The Virgin and Child with Saint Anne is an oil painting by Leonardo da Vinci depicting St Anne, her daughter the Virgin Mary and the infant Jesus.

Christ is shown grappling with a sacrificial lamb symbolizing his Passion as the Virgin tries to restrain him.

Leonardo's painting is at once both pleasing, calm yet confusing upon closer examination. The composition of the three figures is fairly tight, with the Virgin Mary clearly interacting actively with the infant Jesus. Upon closer examination of their positioning it is apparent that Mary is sitting on St Anne's lap. It is unclear what meaning this could have and what meaning Leonardo intended to project with that pose. There is no clear parallel in other works of art and women sitting in each other's lap are not a clear cultural or traditional reference that the viewer can relate to. Additionally, although the exact sizes of neither the Mother Virgin nor St Anne are known, it can be extrapolated from the painting that St Anne is a significantly larger person than Mary. This subtle yet perceptible distortion in size was utilized by Leonardo to emphasize the mother daughter relationship between the two women despite the apparent lack of visual cues to the greater age of St Anne that would otherwise identify her as the mother. The child is holding a lamb. We also see that Mary is staring into her child's eyes but St Anne is staring at Mary. As Mary is sitting on her lap and St Anne is staring at the Virgin Mary, Leonardo was maybe trying to point a message across about their relationship and personalities.

The "vulture" identified by Freud

Sigmund Freud undertook a psychoanalytic examination of Leonardo in his essay Leonardo da Vinci, A Memory of His Childhood. According to Freud, the Virgin's garment reveals a vulture when viewed sideways. Freud claimed that this was a manifestation of a "passive homosexual" childhood fantasy that Leonardo wrote about in the Codex Atlanticus, in which he recounts being attacked as an infant in his crib by the tail of a vulture. Freud translated the passage thus:"It seems that I was always destined to be so deeply concerned with vultures—for I recall as one of my very earliest memories that while I was in my cradle a vulture came down to me, and opened my mouth with its tail, and struck me many times with its tail against my lips."

Unfortunately for Freud, the word 'vulture' was a mistranslation by the German translator of the Codex and the bird that Leonardo imagined was in fact a kite, a bird of prey which is also occasionally a scavenger. This disappointed Freud because, as he confessed to Lou Andreas-Salomé, he regarded Leonardo as 'the only beautiful thing I have ever written'. Some Freudian scholars have, however, made attempts to repair the theory by incorporating the kite.

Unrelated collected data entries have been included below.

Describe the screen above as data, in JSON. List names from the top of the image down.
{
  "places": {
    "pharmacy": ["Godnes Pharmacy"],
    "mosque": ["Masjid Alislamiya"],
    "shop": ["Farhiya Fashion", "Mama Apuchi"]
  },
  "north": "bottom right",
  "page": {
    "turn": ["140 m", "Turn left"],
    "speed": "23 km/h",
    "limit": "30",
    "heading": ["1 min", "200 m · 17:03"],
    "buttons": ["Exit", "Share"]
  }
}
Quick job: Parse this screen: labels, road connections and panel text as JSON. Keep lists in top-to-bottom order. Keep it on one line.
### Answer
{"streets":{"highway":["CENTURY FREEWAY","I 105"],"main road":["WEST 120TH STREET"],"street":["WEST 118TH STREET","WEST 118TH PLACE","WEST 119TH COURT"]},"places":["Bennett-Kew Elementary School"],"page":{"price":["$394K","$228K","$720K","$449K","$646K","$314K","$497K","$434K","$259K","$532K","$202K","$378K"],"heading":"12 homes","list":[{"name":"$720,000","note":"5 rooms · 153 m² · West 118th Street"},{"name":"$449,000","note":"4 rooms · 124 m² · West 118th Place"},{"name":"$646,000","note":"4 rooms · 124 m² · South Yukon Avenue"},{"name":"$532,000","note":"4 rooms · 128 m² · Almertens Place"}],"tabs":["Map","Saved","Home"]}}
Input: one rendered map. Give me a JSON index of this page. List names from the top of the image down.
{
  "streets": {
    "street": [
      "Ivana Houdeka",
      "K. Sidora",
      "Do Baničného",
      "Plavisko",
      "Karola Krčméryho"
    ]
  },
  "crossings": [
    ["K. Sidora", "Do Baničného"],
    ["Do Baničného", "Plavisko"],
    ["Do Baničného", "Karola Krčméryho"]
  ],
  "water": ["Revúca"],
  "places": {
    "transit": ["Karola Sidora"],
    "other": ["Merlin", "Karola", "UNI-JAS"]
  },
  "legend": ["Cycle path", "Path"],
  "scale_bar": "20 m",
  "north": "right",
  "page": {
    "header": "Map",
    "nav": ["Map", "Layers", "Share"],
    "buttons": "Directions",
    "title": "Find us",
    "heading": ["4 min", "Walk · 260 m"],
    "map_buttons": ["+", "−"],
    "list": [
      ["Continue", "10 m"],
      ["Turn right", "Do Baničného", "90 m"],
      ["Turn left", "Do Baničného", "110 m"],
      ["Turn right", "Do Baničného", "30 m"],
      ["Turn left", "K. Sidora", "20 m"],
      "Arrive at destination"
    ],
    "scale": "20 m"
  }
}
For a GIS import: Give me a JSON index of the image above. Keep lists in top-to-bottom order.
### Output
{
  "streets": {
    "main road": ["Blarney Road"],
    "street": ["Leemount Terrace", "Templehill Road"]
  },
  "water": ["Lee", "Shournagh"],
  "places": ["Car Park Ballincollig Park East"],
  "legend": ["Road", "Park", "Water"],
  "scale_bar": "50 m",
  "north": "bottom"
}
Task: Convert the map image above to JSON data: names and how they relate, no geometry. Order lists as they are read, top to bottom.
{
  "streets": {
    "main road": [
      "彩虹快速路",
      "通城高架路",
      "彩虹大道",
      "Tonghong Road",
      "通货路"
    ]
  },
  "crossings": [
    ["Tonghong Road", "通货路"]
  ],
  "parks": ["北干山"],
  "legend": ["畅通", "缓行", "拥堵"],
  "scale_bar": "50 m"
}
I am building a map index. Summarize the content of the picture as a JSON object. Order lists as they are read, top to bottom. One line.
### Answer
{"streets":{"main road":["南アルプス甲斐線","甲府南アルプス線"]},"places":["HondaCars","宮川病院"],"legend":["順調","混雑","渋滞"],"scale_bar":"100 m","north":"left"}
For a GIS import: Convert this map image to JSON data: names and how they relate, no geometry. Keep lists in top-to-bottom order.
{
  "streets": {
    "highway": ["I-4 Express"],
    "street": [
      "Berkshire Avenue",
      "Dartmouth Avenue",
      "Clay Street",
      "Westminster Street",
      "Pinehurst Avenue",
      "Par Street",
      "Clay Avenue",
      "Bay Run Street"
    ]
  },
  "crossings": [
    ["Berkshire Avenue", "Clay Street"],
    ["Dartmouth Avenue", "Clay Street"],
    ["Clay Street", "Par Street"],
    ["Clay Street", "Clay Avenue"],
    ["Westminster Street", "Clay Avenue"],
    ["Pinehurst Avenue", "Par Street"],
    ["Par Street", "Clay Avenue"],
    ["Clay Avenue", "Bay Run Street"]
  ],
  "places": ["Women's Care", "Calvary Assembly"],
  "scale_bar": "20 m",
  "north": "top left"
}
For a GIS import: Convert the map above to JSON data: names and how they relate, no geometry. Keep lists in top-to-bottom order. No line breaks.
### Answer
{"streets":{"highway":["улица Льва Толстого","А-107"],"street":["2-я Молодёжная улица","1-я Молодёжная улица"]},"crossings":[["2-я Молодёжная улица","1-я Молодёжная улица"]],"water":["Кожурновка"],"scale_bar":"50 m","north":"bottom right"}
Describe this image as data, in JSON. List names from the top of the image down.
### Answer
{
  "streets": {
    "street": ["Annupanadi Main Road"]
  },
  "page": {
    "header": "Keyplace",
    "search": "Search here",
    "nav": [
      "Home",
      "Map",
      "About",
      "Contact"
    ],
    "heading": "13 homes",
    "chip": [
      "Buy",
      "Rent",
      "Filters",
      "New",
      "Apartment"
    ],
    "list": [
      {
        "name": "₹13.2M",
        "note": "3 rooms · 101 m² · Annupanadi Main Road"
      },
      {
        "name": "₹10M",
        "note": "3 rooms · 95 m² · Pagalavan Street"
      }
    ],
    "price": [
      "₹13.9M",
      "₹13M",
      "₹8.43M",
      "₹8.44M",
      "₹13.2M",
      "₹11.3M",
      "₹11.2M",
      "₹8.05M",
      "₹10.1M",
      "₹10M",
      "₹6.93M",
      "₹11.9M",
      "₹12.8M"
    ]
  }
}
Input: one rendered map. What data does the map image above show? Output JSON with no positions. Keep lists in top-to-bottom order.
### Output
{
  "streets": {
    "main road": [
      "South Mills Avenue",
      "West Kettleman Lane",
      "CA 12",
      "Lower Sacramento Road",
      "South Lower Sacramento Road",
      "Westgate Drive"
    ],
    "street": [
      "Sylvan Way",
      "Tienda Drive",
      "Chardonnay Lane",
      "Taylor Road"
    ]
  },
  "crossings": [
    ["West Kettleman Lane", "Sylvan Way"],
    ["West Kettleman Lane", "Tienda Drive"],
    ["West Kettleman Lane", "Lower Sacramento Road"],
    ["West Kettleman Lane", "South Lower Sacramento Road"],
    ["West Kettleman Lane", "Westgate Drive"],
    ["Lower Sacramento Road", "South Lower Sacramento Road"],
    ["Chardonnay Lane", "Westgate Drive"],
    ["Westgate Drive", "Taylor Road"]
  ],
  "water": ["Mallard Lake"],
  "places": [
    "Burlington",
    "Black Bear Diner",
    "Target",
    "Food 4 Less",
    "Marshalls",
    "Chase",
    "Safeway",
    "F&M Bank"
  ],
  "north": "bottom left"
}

Another theory proposed by Freud attempts to explain Leonardo's fondness of depicting the Virgin Mary with St Anne. Leonardo, was raised by his blood mother initially before being 'adopted' by the wife of his father Ser Piero. The idea of depicting the Mother of God with her own mother was therefore particularly close to Leonardo's heart, because he, in a sense, had 'two mothers' himself.